Design-marginal calibration of Gaussian process predictive distributions: Bayesian and conformal approaches
Aurélien Pion, Emmanuel Vazquez
TL;DR
This work tackles the challenge of calibrating Gaussian-process predictive distributions under interpolation by introducing design-marginal notions of calibration (μ-calibration). It develops two calibration frameworks: cps-gp, a conformal-prediction-based method yielding a distribution-free, marginally calibrated CPD for GP interpolation, and bcr-gp, a Bayesian post-processing approach that preserves the GP mean but recalibrates dispersion via a generalized normal residual model. The methods are compared against existing conformal techniques (Jackknife+ and full conformal GP) using μ-coverage, PIT-based diagnostics, and proper scoring rules, showing improved calibration and usable predictive distributions for sequential design. The paper also provides extensive theoretical results, finite-sample considerations, and practical guidance on parameter selection, design-size effects, and tail calibration, highlighting the trade-offs between model-based calibration and distribution-free guarantees. Overall, cps-gp and bcr-gp offer complementary tools to enhance the reliability of GP-based uncertainty quantification in design and optimization tasks.
Abstract
We study the calibration of Gaussian process (GP) predictive distributions in the interpolation setting from a design-marginal perspective. Conditioning on the data and averaging over a design measure μ, we formalize μ-coverage for central intervals and μ-probabilistic calibration through randomized probability integral transforms.
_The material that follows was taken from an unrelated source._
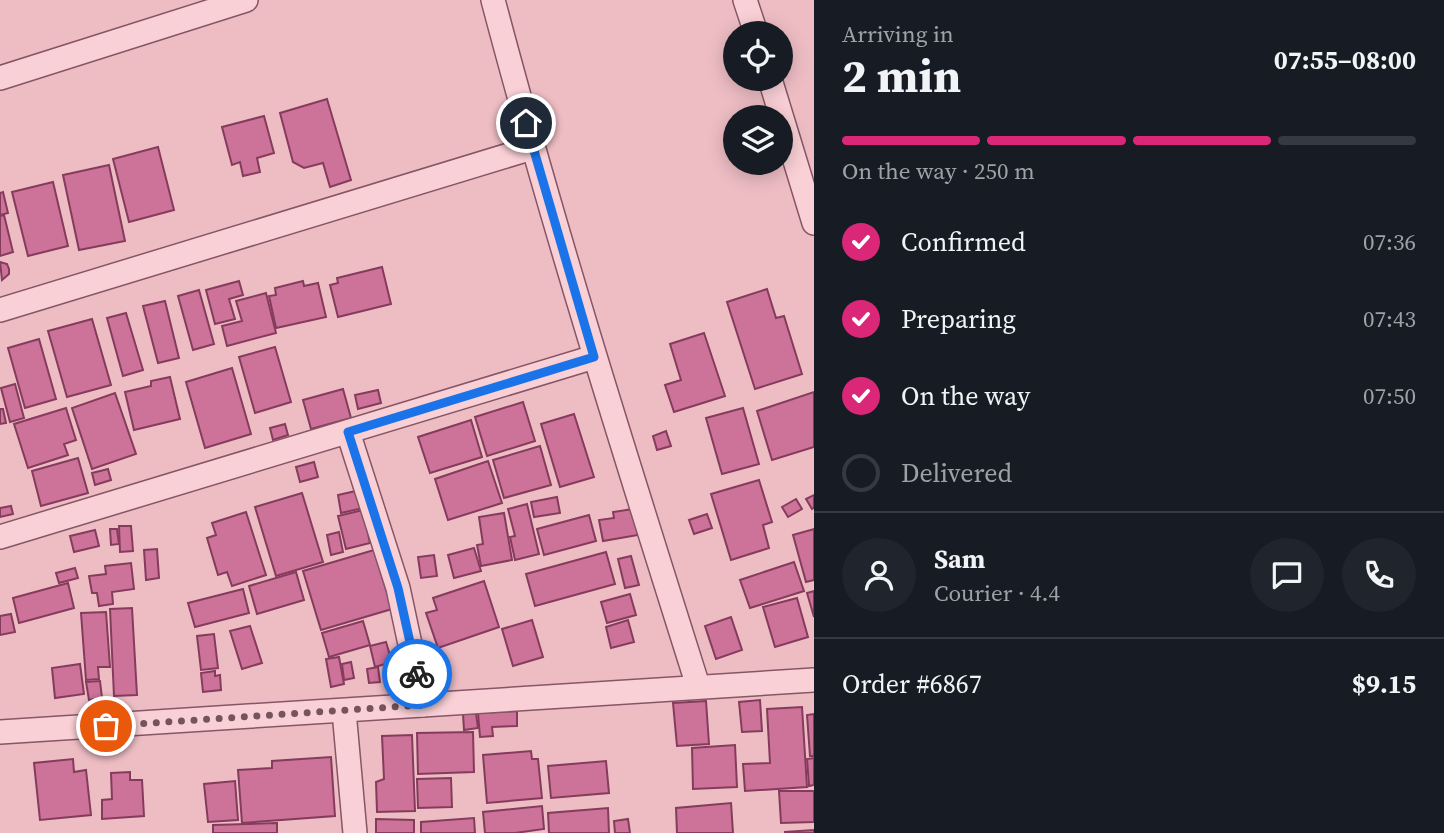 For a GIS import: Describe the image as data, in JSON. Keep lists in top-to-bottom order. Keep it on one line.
{"page":{"heading":["2 min","Arriving in","07:55–08:00"],"panel":["Sam","Courier · 4.4","Order #6867","$9.15"],"bar":"On the way · 250 m","list":[["Confirmed","07:36"],["Preparing","07:43"],["On the way","07:50"],"Delivered"]}} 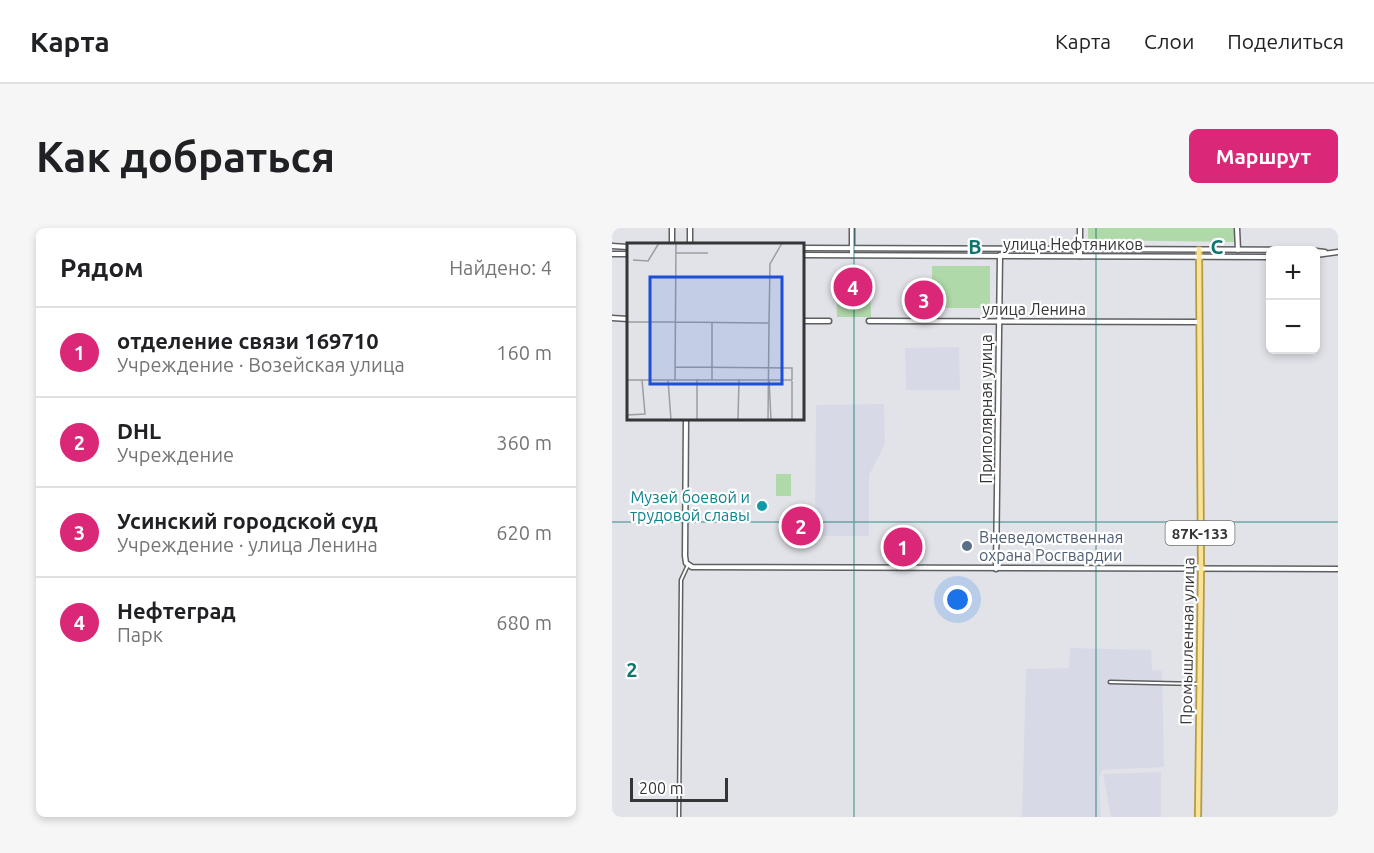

We introduce two methods. cps-gp adapts conformal predictive systems to GP interpolation using standardized leave-one-out residuals, yielding stepwise predictive distributions with finite-sample marginal calibration. bcr-gp retains the GP posterior mean and replaces the Gaussian residual by a generalized normal model fitted to cross-validated standardized residuals. A Bayesian selection rule-based either on a posterior upper quantile of the variance for conservative prediction or on a cross-posterior Kolmogorov-Smirnov criterion for probabilistic calibration-controls dispersion and tail behavior while producing smooth predictive distributions suitable for sequential design. Numerical experiments on benchmark functions compare cps-gp, bcr-gp, Jackknife+ for GPs, and the full conformal Gaussian process, using calibration metrics (coverage, Kolmogorov-Smirnov, integral absolute error) and accuracy or sharpness through the scaled continuous ranked probability score.